→ **Problem description**:
Report each line of the data below in which "linejoin" appears.

|---|

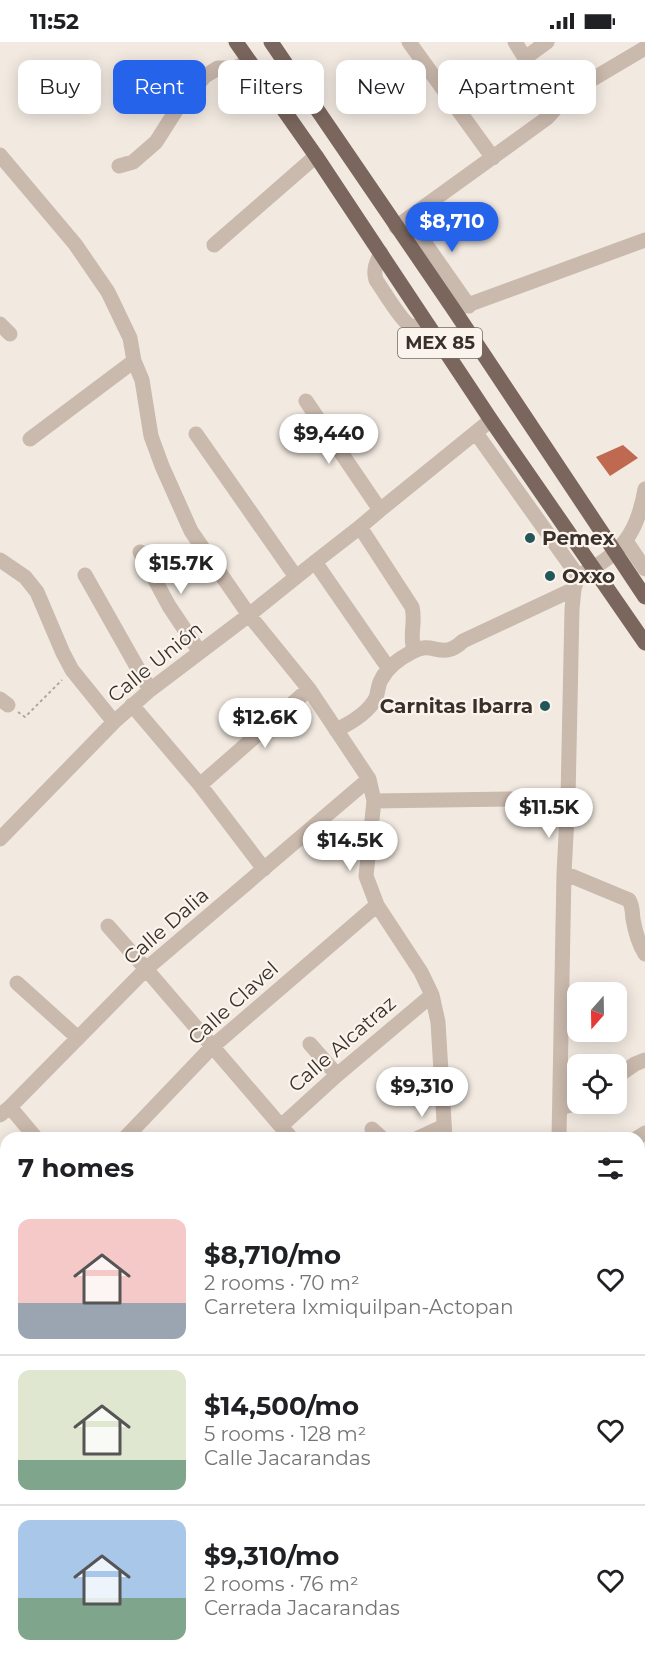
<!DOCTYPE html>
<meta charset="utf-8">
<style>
:root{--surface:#fff;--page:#f6f6f6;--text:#202124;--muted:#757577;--line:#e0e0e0;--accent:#2563eb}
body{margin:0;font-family:Montserrat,sans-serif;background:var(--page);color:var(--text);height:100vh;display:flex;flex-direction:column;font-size:22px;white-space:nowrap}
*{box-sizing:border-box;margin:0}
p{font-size:20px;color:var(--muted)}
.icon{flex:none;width:33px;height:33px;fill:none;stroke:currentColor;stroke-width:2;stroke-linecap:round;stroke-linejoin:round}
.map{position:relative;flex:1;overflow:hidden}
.sheet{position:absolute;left:0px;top:1090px;width:645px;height:536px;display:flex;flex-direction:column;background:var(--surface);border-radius:18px 18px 0 0;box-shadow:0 3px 15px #0003}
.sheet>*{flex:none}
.banner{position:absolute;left:18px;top:18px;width:609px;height:54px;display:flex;gap:12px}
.needle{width:39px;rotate:200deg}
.controls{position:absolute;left:567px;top:940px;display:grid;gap:12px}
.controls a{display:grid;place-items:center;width:60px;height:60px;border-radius:12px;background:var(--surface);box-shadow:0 3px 15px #0003;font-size:30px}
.price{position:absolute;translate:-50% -51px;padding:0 14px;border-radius:21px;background:#fff;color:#222;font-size:20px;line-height:39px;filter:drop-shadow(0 2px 3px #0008)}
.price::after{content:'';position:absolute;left:50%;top:36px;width:18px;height:14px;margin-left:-9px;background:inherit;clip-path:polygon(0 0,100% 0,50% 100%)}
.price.active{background:var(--accent);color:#fff}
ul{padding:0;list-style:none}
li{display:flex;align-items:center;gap:18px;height:150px;padding:0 18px}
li+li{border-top:2px solid var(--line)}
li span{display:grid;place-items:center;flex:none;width:168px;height:120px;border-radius:12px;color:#555}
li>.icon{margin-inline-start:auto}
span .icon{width:72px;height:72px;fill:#fffc;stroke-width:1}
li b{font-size:26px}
h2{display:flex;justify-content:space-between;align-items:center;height:72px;padding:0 18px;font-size:26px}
.tag{padding:0 21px;border-radius:12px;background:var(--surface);box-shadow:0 3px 15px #0003;font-size:21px;line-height:54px}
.tag.active{background:var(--accent);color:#fff}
.status{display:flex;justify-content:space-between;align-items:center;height:42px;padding:0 30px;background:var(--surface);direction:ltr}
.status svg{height:16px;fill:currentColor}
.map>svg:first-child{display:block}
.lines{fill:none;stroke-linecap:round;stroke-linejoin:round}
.canal{stroke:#81adae;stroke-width:15}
.building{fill:#c06951}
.path{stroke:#b6a497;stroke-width:2;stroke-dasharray:3 3;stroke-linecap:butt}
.minor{stroke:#cab9ad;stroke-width:15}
.major{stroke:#7a665d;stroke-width:15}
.poi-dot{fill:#225659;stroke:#faf4ed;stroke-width:2}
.labels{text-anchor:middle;stroke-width:4.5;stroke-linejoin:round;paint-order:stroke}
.shield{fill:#faf4ed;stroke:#736a65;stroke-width:1.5}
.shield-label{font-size:18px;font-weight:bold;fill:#392f2b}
.poi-label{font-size:20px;font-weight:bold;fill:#392f2b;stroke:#faf4ed;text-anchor:start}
.street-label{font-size:20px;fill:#392f2b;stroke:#faf4ed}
</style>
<div class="status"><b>11:52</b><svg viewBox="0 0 49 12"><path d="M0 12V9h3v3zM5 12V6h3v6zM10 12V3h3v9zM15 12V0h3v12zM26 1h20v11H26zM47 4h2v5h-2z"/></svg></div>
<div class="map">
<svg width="645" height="1625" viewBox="0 0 645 1625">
<rect width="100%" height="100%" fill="#f2eae1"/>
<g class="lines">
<path class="canal" d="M0 1374 6 1379
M299 1620 302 1625"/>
</g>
<path class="building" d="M623 403 638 416 610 434 596 415Z"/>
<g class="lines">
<path class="path" d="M18 670 25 675 62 638"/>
<path class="minor" d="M409 0 493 116
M515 0 525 16 559 57
M525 16 547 0
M0 113 75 202 108 250 130 296 134 319 142 338 151 394 162 424 191 489 249 573 309 647 369 737 374 759 366 834 377 863 421 930 432 953 438 980 445 1096
M119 124 133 120 156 100 177 67 205 34 218 26H235L249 19
M408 177 469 264
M396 185 547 76 556 66 559 57 645 6
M214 203 316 114
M381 211C376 221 373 228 376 238 383 248 400 277 409 283 415 286 423 285 429 284
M454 268 645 198
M0 282 10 292
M306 359 380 468
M476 391 578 534
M196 392 296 535
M30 397 134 319
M360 485 412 565C416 580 409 593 414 608
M626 499 645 527
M140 510 169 564 199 609
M0 518 25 535 37 550 63 611 72 628 114 680
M315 520 389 627
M85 533 150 648
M0 657 8 663
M132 663 200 743 264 827
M336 688C351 681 368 671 376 656 378 650 378 643 381 638 387 626 400 616 412 610 434 597 441 620 463 599L574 547
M200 743 309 647
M374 759 568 756
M0 797 114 680 150 648 249 573 315 520 360 485 380 468 491 378
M564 831 629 858C633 865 632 869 633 877 635 889 639 902 645 912
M108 884 146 927 291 1096
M17 941 78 996
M310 1002 337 1033
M616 1035 635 1022 645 1018
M10 1065 36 1096
M560 1066 578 1061
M0 1073 10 1065 146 927 369 737
M281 1084 337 1033 432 953
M372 1087 382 1096
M125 1096 212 1005 377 863
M418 1096 444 1084
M559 1096 564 831 568 756 572 567 574 547 578 534C620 513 637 494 645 447
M637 1096 645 1091
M0 1261 6 1267
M639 1291 645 1286
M639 1497 645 1491
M639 1509 645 1517
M0 1541 6 1532
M639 1542 645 1549
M639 1615 645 1603
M0 1618 11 1625
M502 1620 508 1625
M47 1625 50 1620
M150 1625 154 1620
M314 1625 317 1620
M529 1625 533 1620"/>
<path class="major" d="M236 0 316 114 491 378 645 601
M271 0 454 268 645 555"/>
</g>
<g class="poi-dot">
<circle cx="530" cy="496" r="6"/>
<circle cx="550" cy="534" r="6"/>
<circle cx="545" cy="664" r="6"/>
</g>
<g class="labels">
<rect class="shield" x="398" y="286" width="84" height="30" rx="4.5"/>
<g class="shield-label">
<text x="440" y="307">MEX 85</text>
</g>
<g class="poi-label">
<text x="542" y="503">Pemex</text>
<text x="562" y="541">Oxxo</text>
<text x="533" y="671" text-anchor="end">Carnitas Ibarra</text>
</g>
<g class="street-label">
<text transform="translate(155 620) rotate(-39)" y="7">Calle Unión</text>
<text transform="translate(166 884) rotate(-41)" y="7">Calle Dalia</text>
<text transform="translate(233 961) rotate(-42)" y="7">Calle Clavel</text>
<text transform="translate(342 1002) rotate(-41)" y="7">Calle Alcatraz</text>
</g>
</g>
</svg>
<div class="controls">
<a><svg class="needle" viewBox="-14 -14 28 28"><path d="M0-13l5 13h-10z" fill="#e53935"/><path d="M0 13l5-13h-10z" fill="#757577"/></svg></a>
<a><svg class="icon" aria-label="locate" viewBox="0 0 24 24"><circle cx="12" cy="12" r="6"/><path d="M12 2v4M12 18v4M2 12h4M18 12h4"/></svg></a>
</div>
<b class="price active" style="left:452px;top:211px">$8,710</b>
<b class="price" style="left:329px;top:423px">$9,440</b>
<b class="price" style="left:181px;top:553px">$15.7K</b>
<b class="price" style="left:265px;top:707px">$12.6K</b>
<b class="price" style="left:549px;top:797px">$11.5K</b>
<b class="price" style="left:350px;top:830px">$14.5K</b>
<b class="price" style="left:422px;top:1076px">$9,310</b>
<div class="banner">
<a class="tag">Buy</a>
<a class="tag active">Rent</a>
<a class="tag">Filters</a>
<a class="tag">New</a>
<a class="tag">Apartment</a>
</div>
<section class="sheet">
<h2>7 homes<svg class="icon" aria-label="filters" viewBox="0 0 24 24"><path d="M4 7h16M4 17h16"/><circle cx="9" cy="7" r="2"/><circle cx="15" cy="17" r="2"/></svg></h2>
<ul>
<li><span style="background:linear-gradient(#f6c9c9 70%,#9aa5b1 0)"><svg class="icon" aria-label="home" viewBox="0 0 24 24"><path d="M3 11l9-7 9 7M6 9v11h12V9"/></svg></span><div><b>$8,710/mo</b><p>2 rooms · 70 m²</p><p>Carretera Ixmiquilpan-Actopan</p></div><svg class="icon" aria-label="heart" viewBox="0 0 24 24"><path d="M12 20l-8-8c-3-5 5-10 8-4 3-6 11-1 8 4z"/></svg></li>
<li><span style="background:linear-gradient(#dfe7d0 75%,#7fa58c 0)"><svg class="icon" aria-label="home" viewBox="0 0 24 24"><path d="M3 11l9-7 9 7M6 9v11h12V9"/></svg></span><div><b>$14,500/mo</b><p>5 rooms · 128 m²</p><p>Calle Jacarandas</p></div><svg class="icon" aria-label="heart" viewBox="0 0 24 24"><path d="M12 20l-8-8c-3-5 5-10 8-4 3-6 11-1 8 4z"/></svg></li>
<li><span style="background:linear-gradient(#a9c7e8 65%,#7fa58c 0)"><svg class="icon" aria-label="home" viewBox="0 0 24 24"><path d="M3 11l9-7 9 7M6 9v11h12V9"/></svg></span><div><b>$9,310/mo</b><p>2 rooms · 76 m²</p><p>Cerrada Jacarandas</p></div><svg class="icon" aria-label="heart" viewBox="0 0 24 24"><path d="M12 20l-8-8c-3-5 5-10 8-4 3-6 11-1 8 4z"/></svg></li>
</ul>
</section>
</div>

|---|

→ **Answer box**:
.icon{flex:none;width:33px;height:33px;fill:none;stroke:currentColor;stroke-width:2;stroke-linecap:round;stroke-linejoin:round}
.lines{fill:none;stroke-linecap:round;stroke-linejoin:round}
.labels{text-anchor:middle;stroke-width:4.5;stroke-linejoin:round;paint-order:stroke}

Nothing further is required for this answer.